How Much Caffeine is in Green Tea Extract?

Rich in polyphenols, green tea extract has strong antioxidant, anti-inflammatory and lipid-lowering properties. Its side effects, although mild, are associated with the caffeine in green tea pills. Despite its health benefits, this stimulant may cause jitters, heart palpitations and insomnia.

The caffeine content in green tea extract varies among brands. (Image: Rimma_Bondarenko/iStock/GettyImages)

Tip

The caffeine content in green tea extract varies among brands. Some pills have little or no caffeine, while others exceed 200 milligrams per serving.

Green Tea — A Natural Stimulant

Struggling with fatigue, low energy and poor mental focus? A cup of green tea might be exactly what you need to feel like yourself again. This natural beverage has been hailed for its health benefits for centuries. Loaded with antioxidants, it protects against heart disease, diabetes, weight gain and even cancer.

A January-April 2017 review published in the Journal of Oral and Maxillofacial Pathology (JOMFP) discussed the potential benefits of green tea. As the researchers note, this drink is rich in catechins that reduce oxidative stress and inflammation, support cardiovascular health and inhibit the proliferation of cancer cells. Furthermore, it may help prevent digestive disorders, neurodegenerative diseases, high blood pressure and other ailments.

In addition to flavonoids and other antioxidants, green tea contains amino acids, caffeine, vitamins and minerals. One cup provides 50 to 100 milligrams of caffeine, as reported in the above review.

This natural stimulant is clinically proven to increase muscle strength and endurance, leading to enhanced exercise performance. It may also improve your mood and alertness, boost your cognitive skills and energize your body, according to a research paper published in the Ohio Journal of Science in May 2015.

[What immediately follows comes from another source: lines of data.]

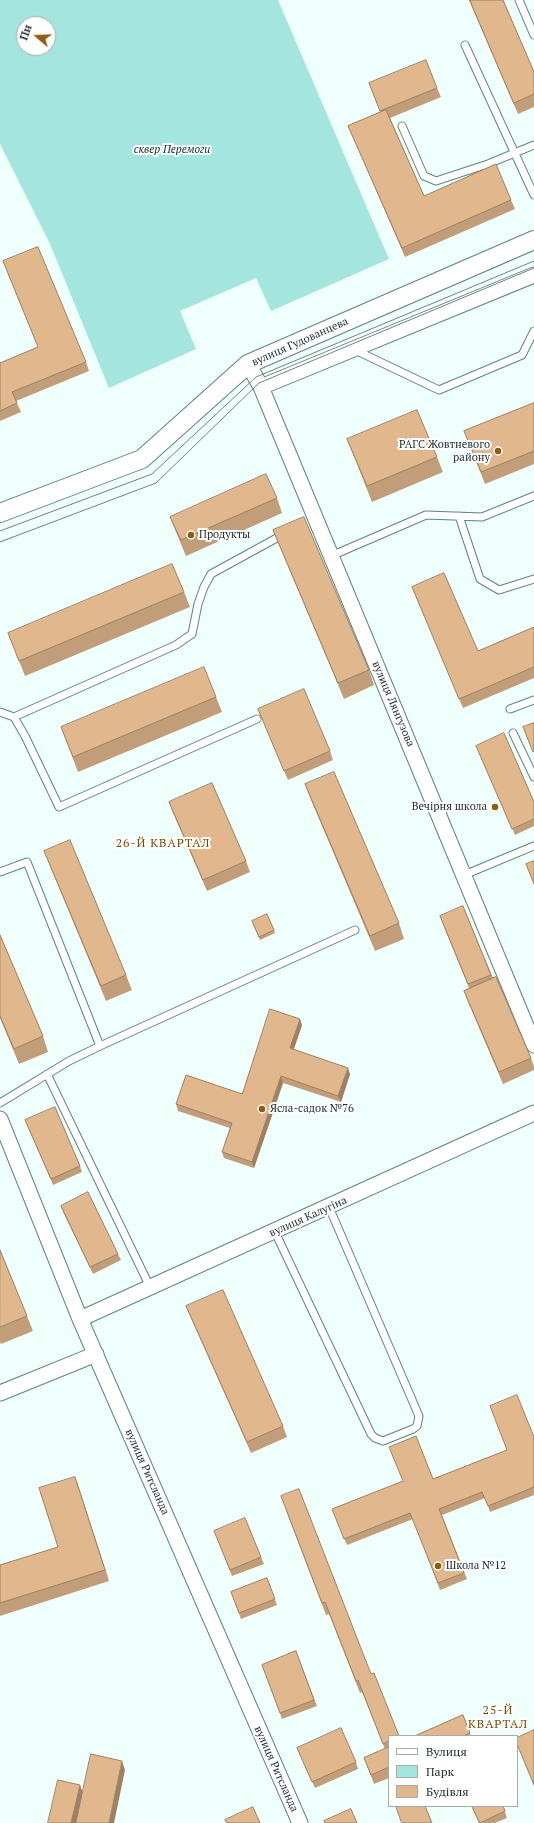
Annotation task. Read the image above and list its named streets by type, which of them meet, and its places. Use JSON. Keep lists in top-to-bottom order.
{
  "streets": {
    "street": [
      "вулиця Гудованцева",
      "вулиця Лянгузова",
      "вулиця Калугіна",
      "вулиця Ритсланда"
    ]
  },
  "crossings": [
    ["вулиця Гудованцева", "вулиця Лянгузова"],
    ["вулиця Калугіна", "вулиця Ритсланда"]
  ],
  "districts": ["26-Й КВАРТАЛ", "25-Й КВАРТАЛ"],
  "parks": ["сквер Перемоги"],
  "places": [
    "РАГС Жовтневого району",
    "Продукты",
    "Вечірня школа",
    "Ясла-садок №76",
    "Школа №12"
  ],
  "legend": ["Вулиця", "Парк", "Будівля"],
  "north": "left"
}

Considering its high caffeine content, green tea can be considered a natural stimulant. It's also a good source of B vitamins, which further enhance its energizing effects. Your body needs these nutrients to metabolize carbs, fats and amino acids, so that it can convert them to energy. Green tea extract is just as potent, delivering antioxidants, vitamins and caffeine in a concentrated form.

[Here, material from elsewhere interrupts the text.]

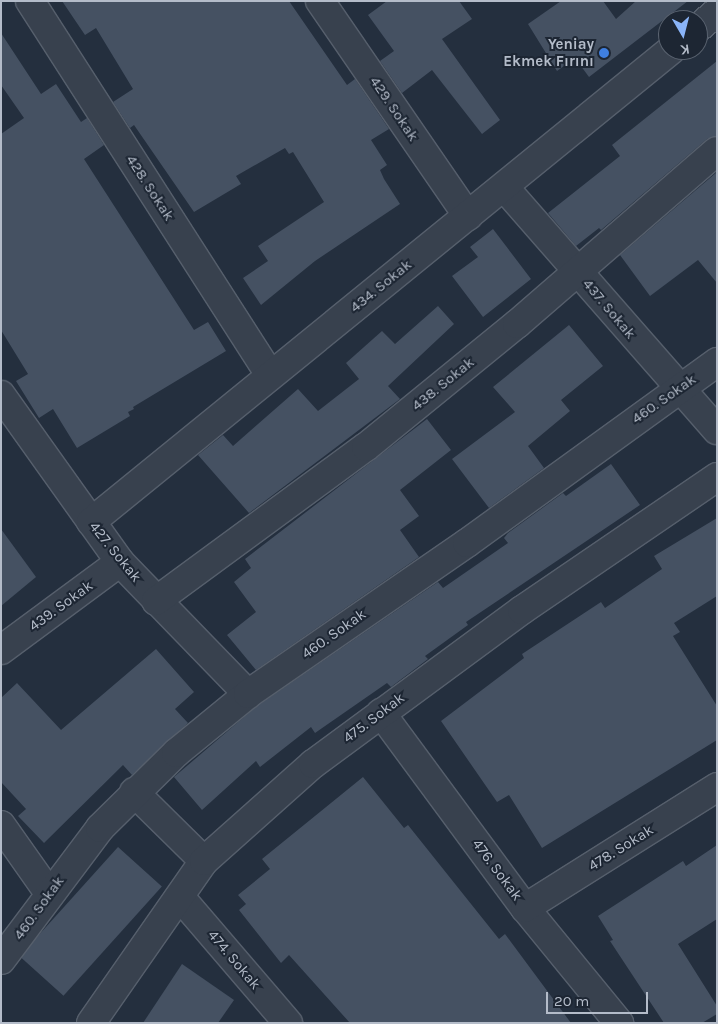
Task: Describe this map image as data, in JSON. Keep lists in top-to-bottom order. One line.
{"streets":{"street":["429. Sokak","428. Sokak","434. Sokak","437. Sokak","438. Sokak","460. Sokak","427. Sokak","439. Sokak","475. Sokak","478. Sokak","476. Sokak","474. Sokak"]},"crossings":[["429. Sokak","434. Sokak"],["428. Sokak","434. Sokak"],["434. Sokak","437. Sokak"],["434. Sokak","427. Sokak"],["437. Sokak","438. Sokak"],["437. Sokak","460. Sokak"],["438. Sokak","427. Sokak"],["460. Sokak","427. Sokak"],["427. Sokak","439. Sokak"],["475. Sokak","476. Sokak"],["475. Sokak","474. Sokak"],["478. Sokak","476. Sokak"]],"places":["Yeniay Ekmek Fırını"],"scale_bar":"20 m","north":"bottom"}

Green Tea Extract Caffeine Content

Any green tea extract side effects are largely due to its caffeine — which is also a component that provides health benefits. The caffeine content varies from one tea brand to another.

As mentioned earlier, there are anywhere between 50 and 100 milligrams of caffeine in one cup of green tea. Brewed coffee, on the other hand, boasts around 95 to 165 milligrams of caffeine, notes the Mayo Clinic. Surprisingly, the same source states that brewed green tea contains just 25 to 29 milligrams of caffeine per cup — that's significantly higher compared with the numbers provided by the JOMFP review.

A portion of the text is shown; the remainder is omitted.